• [Records for this task]
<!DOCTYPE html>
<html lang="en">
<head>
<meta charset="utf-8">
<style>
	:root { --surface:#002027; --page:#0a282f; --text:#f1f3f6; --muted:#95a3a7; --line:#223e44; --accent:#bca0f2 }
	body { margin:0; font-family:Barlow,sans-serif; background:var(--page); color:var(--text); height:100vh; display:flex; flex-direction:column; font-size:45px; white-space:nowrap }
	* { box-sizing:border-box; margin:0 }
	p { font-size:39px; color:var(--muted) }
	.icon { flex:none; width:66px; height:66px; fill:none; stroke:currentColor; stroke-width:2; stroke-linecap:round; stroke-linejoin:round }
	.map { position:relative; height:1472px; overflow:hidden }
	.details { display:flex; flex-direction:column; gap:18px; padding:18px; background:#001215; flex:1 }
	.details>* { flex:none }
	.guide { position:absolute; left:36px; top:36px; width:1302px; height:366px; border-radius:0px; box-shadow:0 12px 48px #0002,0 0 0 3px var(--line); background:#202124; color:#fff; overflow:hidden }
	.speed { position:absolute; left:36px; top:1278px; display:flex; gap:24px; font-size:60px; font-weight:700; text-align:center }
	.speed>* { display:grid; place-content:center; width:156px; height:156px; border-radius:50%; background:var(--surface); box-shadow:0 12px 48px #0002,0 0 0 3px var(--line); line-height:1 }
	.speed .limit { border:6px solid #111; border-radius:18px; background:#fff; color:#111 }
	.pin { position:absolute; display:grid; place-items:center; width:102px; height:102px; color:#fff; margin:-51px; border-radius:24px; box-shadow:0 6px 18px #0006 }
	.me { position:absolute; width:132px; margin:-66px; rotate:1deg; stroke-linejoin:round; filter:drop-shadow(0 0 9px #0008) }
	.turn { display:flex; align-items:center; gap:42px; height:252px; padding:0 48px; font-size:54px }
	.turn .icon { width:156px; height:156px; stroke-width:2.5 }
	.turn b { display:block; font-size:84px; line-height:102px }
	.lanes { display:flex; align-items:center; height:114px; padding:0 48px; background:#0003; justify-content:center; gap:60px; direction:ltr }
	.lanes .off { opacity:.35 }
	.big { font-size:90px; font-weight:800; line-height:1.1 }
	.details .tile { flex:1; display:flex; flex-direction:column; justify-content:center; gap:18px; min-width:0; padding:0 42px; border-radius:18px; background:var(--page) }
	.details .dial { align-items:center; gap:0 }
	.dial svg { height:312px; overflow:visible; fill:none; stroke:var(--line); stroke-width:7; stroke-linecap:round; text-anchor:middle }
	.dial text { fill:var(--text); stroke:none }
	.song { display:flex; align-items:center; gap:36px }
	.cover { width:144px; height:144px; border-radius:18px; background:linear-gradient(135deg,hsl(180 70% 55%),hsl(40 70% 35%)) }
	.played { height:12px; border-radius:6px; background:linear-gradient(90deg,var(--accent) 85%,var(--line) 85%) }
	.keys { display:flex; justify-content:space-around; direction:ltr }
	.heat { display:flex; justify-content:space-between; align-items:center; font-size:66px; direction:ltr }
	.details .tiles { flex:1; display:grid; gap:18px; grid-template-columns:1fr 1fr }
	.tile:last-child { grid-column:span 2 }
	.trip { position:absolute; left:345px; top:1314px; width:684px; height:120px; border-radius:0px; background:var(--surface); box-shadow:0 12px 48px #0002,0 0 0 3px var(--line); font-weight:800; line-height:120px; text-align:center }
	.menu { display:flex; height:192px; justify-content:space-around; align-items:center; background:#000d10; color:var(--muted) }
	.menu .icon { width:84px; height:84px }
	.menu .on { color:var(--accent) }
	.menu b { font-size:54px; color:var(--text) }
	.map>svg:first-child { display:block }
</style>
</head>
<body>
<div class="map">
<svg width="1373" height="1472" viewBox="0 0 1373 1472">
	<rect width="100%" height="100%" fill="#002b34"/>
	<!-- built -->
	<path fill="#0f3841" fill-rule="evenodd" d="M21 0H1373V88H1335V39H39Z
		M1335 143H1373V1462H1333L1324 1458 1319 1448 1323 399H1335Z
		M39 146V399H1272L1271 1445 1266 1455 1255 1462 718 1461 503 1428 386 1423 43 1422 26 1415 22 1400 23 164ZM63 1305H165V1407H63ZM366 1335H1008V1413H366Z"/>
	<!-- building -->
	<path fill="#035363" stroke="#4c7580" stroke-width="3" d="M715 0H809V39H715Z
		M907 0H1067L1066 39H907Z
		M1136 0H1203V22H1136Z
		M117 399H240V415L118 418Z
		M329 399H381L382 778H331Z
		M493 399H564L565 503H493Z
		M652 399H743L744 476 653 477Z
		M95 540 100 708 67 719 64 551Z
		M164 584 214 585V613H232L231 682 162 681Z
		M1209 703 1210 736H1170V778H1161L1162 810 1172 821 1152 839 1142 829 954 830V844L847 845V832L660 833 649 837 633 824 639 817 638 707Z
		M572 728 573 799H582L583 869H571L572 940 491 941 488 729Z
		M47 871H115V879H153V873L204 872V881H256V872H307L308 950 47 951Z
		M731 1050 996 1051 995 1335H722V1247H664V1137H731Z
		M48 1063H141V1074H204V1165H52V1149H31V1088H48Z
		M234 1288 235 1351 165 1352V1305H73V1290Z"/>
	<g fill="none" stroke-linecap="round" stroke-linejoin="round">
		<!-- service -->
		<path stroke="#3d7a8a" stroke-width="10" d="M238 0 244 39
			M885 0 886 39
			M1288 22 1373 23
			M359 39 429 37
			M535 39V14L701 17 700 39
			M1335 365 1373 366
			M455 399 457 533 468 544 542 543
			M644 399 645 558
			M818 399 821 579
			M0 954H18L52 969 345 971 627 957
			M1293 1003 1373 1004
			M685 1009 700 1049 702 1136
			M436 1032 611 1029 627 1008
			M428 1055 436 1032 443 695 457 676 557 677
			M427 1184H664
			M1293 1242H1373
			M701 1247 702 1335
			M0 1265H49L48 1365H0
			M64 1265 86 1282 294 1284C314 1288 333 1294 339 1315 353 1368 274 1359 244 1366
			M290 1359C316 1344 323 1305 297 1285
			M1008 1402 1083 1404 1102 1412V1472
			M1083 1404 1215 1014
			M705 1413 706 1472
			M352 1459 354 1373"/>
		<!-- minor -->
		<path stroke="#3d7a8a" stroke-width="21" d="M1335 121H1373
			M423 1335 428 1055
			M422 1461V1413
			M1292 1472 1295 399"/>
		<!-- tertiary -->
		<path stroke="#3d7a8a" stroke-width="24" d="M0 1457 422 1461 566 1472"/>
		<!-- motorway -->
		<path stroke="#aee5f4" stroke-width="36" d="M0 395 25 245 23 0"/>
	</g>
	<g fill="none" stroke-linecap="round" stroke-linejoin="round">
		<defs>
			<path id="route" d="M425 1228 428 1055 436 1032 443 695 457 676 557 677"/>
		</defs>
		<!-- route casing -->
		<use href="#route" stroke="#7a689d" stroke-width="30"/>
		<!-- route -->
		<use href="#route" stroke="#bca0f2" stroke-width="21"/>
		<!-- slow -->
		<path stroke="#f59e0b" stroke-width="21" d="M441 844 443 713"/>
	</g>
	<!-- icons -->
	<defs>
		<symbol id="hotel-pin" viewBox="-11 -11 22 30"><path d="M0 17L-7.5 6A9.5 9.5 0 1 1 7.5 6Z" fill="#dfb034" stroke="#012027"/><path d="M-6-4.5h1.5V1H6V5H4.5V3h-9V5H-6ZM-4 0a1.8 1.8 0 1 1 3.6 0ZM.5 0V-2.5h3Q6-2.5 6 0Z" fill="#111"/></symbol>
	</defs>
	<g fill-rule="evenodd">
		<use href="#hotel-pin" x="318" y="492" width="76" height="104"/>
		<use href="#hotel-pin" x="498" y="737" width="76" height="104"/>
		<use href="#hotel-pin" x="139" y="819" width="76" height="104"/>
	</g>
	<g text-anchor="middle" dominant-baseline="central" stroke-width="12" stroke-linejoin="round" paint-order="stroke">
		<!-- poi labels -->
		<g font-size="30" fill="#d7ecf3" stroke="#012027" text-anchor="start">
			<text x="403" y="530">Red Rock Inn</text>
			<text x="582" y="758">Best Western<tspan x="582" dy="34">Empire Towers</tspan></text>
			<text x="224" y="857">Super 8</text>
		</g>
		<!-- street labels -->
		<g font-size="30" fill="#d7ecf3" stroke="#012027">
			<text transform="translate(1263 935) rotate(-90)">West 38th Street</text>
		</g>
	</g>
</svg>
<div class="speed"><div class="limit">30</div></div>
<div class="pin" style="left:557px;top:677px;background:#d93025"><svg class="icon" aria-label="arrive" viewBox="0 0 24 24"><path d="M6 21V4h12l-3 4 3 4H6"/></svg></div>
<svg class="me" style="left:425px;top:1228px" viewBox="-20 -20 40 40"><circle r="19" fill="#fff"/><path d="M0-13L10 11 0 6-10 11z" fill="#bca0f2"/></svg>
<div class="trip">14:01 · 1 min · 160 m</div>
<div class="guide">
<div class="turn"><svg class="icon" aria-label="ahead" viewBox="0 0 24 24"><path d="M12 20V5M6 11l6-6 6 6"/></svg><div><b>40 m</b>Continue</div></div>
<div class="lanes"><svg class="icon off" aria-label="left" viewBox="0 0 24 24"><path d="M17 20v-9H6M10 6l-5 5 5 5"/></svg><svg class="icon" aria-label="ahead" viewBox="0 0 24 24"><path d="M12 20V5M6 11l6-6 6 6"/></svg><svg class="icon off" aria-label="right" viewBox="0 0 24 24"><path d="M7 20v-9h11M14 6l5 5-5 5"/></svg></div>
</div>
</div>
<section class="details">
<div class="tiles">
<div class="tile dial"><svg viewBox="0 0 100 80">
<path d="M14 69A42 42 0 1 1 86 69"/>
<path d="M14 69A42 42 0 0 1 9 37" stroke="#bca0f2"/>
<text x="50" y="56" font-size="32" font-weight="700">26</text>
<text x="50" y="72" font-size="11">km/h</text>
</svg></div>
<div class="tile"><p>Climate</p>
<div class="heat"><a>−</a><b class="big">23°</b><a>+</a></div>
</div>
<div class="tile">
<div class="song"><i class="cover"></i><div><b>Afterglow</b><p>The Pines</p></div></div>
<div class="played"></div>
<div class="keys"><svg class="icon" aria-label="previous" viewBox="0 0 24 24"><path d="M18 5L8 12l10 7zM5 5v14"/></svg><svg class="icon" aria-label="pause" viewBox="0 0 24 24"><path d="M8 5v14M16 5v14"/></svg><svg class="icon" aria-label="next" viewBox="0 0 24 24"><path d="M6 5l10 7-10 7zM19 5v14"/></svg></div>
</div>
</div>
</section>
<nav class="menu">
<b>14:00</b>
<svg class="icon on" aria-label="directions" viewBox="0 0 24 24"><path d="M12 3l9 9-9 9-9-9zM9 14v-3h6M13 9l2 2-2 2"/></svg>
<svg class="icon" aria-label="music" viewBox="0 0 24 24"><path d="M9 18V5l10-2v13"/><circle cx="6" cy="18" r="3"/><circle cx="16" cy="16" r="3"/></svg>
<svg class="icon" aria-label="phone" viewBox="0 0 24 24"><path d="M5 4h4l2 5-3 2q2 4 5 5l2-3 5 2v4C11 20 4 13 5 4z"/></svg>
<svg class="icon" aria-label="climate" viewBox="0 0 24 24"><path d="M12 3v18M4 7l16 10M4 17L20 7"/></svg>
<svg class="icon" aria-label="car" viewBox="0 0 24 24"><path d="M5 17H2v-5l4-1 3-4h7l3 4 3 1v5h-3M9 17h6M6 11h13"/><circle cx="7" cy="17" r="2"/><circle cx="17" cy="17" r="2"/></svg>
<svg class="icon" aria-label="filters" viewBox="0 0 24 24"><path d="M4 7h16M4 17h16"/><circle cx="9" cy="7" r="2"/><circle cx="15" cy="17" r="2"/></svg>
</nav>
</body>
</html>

• [What to produce]
Quote verbatim the opening lines of the listing above, ending with the line where "--surface:#002027; --page:#0a282f; --text:#f1f3f6;" appears; include both endpoints and nothing more.

• [Task answer]
<!DOCTYPE html>
<html lang="en">
<head>
<meta charset="utf-8">
<style>
	:root { --surface:#002027; --page:#0a282f; --text:#f1f3f6; --muted:#95a3a7; --line:#223e44; --accent:#bca0f2 }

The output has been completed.